Personally I much prefer the even sweetness and tender texture of a cream scone. I find cream scones to be lighter and fluffier, so if you tend to think of scones as dry, dense pucks, I suggest giving this recipe a try—you’ll be shocked at the difference! (That said, if you love butter and buttermilk scones, give this strawberry almond scone recipe a try—it’s anything but dry!)
No butter also means these scones come together lickety split, with just a fork and your hands—no finicky pastry cutter or food processor necessary.
To shape, pat the scone dough into circles and cut into wedges. My scones are on the smaller side, so I made 4 even circles and cut them into 6 wedges each. You could divide the dough into 3 or even 2 circles if you wanted larger scones, just adjust the baking time accordingly (they’ll likely take a few minutes more).
You can also make drop scones with this recipe by simply scooping out spoonfuls of dough and dropping it right onto the cookie sheet.
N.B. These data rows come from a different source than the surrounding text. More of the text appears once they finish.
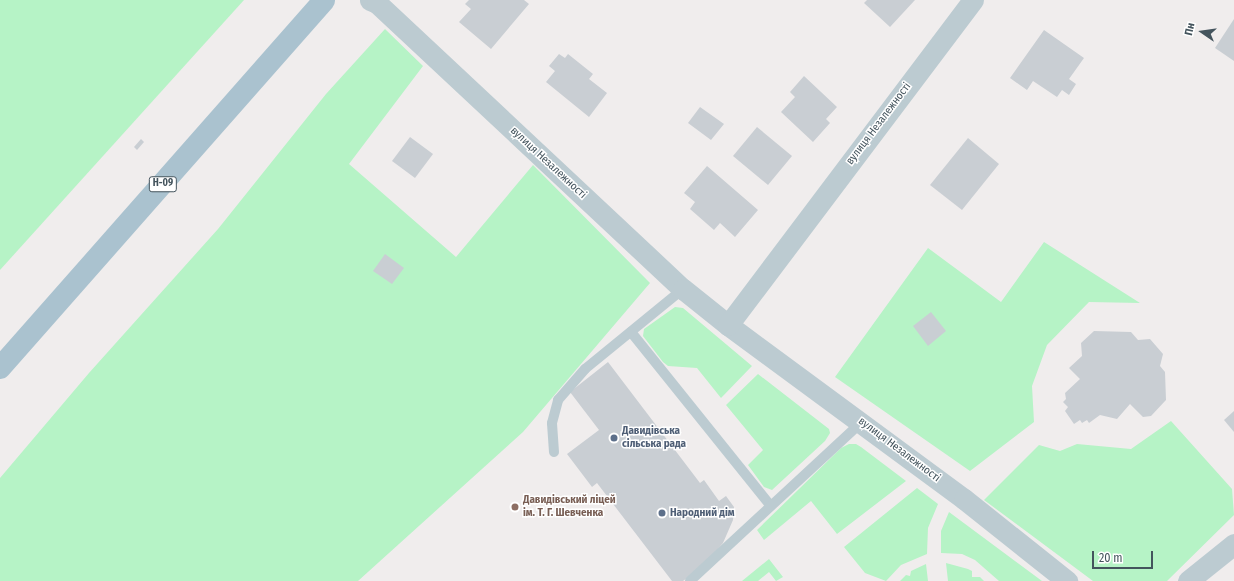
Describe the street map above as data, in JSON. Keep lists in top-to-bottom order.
{
  "streets": {
    "main road": ["Н-09"],
    "street": ["вулиця Незалежності"]
  },
  "places": ["Давидівська сільська рада", "Давидівський ліцей ім. Т. Г. Шевченка", "Народний дім"],
  "scale_bar": "20 m",
  "north": "left"
}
This method results in more rustically shaped scones, but it’s incredibly easy and far less messy to boot.
Before baking, the scones are brushed with more cream and sprinkled with sugar (I used an organic sugar which is a bit coarser and less processed than granulated). This gives the scone a beautiful crackly, crunchy top.
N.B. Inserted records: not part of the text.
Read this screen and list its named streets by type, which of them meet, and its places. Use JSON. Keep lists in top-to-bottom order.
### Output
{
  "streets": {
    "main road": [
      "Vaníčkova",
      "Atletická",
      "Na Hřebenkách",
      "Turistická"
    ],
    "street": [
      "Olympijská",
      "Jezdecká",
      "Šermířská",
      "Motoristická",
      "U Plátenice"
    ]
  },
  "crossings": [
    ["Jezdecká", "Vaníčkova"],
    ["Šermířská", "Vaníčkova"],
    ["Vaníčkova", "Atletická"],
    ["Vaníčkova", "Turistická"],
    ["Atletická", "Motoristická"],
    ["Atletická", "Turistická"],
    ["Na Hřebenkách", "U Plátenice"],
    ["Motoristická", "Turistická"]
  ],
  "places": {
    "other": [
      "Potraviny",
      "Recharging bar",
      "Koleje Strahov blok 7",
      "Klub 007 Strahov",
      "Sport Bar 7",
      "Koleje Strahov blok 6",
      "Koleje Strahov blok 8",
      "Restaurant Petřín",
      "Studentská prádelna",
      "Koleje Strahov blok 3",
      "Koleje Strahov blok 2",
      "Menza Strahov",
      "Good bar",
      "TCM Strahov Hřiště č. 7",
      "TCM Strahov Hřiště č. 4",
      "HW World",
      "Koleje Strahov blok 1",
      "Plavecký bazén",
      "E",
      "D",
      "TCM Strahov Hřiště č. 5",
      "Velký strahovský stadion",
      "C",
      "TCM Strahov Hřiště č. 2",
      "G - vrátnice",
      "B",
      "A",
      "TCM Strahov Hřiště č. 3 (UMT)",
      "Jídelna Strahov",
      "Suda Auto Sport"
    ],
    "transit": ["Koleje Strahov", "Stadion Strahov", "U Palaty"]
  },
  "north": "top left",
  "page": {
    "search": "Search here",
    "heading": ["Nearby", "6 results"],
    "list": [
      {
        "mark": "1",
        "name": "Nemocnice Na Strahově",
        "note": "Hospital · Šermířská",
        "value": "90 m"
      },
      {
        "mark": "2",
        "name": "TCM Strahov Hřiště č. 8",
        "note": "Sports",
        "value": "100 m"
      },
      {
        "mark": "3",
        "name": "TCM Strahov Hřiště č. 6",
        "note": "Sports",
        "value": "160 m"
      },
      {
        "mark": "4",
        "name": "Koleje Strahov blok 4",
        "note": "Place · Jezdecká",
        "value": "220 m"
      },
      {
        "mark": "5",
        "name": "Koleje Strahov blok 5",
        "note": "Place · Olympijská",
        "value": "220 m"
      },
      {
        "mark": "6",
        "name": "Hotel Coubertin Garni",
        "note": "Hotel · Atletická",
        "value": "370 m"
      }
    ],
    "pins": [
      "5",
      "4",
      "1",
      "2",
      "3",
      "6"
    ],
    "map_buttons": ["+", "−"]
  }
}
The hint of espresso powder pleases without overpowering, and notes of bitter, fruity dark chocolate throughout offset the sweetness perfectly. I shouldn’t have to say that using high quality chocolate makes a difference here – if you wouldn’t want to eat a square of it on its own, it doesn’t have any place in these scones.
I think these scones would be fabulous with an espresso glaze, but they’re just as satisfying when served naked. (Er, the scones naked that is, not the person serving them.)
Espresso Chocolate Chip Scones
Sweet cream scones flavored with espresso and studded with dark chocolate chunks. Perfect with morning coffee or afternoon tea!
- 3 1/2 cups (430g) all-purpose flour (bleached, if possible)
- 1/2 cup (100g) granulated sugar
- 2 tablespoons (6g) instant espresso powder
- 1 1/2 tablespoons (16g) baking powder
- 3/4 teaspoon kosher salt
- 2 1/4 cups heavy cream, plus more for brushing
- 4 ounces dark chocolate, finely chopped, or 1/2 cup chocolate chips
- coarse or raw sugar, for sprinkling
- Preheat oven to 400 degrees F. Line two baking sheets with parchment paper or silicone baking mats.
- In a large mixing bowl, whisk together flour, sugar, espresso powder, baking powder and salt.
- Add cream and mix with a fork until evenly moistened, then fold in chocolate chips. Knead once or twice just until dough comes together in a shaggy ball.
- Split dough into quarters and shape each into a ball. On a lightly floured surface, pat out each piece into a 1-inch thick circle, then cut each circle into six even wedges. Transfer to prepared baking sheets, leaving 1-2 inches of space between scones. (Alternatively, you can also scoop out spoonfuls of dough using a spoon or cookie scoop, and drop directly onto baking sheet. Leave a bit more space between them to allow for additional spreading).
- Brush tops of scones with heavy cream and sprinkle generously with raw sugar.
- Bake for about 15 minutes or until bottoms are lightly browned. Let cool for 15 minutes before serving.